Activity: Set all the entries down once more, with nothing altered.

━━ Data under study

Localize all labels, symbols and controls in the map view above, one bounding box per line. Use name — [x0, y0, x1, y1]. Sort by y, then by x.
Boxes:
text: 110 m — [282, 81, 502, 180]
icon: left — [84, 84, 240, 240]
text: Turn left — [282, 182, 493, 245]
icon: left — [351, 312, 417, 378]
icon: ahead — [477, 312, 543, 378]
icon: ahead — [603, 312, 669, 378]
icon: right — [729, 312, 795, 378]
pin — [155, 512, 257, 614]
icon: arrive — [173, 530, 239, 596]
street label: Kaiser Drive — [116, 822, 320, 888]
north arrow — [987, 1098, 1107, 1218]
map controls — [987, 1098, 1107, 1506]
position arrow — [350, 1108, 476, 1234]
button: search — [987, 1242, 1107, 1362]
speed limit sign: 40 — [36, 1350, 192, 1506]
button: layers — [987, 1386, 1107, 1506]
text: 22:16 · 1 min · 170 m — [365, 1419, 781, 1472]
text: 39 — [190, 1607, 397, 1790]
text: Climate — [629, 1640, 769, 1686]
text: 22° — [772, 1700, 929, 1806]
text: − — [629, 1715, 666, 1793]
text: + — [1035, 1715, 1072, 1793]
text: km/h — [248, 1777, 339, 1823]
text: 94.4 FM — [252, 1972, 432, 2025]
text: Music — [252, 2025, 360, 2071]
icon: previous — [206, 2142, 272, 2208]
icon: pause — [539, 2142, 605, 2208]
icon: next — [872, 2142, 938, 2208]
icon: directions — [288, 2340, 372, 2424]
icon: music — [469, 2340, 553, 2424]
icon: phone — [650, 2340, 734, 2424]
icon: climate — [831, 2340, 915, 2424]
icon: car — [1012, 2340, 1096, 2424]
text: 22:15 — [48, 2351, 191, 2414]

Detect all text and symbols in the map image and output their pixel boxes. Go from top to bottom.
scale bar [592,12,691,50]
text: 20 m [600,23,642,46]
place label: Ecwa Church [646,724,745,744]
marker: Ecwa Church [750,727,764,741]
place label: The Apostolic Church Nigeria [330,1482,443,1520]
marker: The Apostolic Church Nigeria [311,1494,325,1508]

━━━━

Answer below:
Localize all labels, symbols and controls in the map view above, one bounding box per line. Use name — [x0, y0, x1, y1]. Sort by y, then by x.
Boxes:
text: 110 m — [282, 81, 502, 180]
icon: left — [84, 84, 240, 240]
text: Turn left — [282, 182, 493, 245]
icon: left — [351, 312, 417, 378]
icon: ahead — [477, 312, 543, 378]
icon: ahead — [603, 312, 669, 378]
icon: right — [729, 312, 795, 378]
pin — [155, 512, 257, 614]
icon: arrive — [173, 530, 239, 596]
street label: Kaiser Drive — [116, 822, 320, 888]
north arrow — [987, 1098, 1107, 1218]
map controls — [987, 1098, 1107, 1506]
position arrow — [350, 1108, 476, 1234]
button: search — [987, 1242, 1107, 1362]
speed limit sign: 40 — [36, 1350, 192, 1506]
button: layers — [987, 1386, 1107, 1506]
text: 22:16 · 1 min · 170 m — [365, 1419, 781, 1472]
text: 39 — [190, 1607, 397, 1790]
text: Climate — [629, 1640, 769, 1686]
text: 22° — [772, 1700, 929, 1806]
text: − — [629, 1715, 666, 1793]
text: + — [1035, 1715, 1072, 1793]
text: km/h — [248, 1777, 339, 1823]
text: 94.4 FM — [252, 1972, 432, 2025]
text: Music — [252, 2025, 360, 2071]
icon: previous — [206, 2142, 272, 2208]
icon: pause — [539, 2142, 605, 2208]
icon: next — [872, 2142, 938, 2208]
icon: directions — [288, 2340, 372, 2424]
icon: music — [469, 2340, 553, 2424]
icon: phone — [650, 2340, 734, 2424]
icon: climate — [831, 2340, 915, 2424]
icon: car — [1012, 2340, 1096, 2424]
text: 22:15 — [48, 2351, 191, 2414]

Detect all text and symbols in the map image and output their pixel boxes. Go from top to bottom.
scale bar [592,12,691,50]
text: 20 m [600,23,642,46]
place label: Ecwa Church [646,724,745,744]
marker: Ecwa Church [750,727,764,741]
place label: The Apostolic Church Nigeria [330,1482,443,1520]
marker: The Apostolic Church Nigeria [311,1494,325,1508]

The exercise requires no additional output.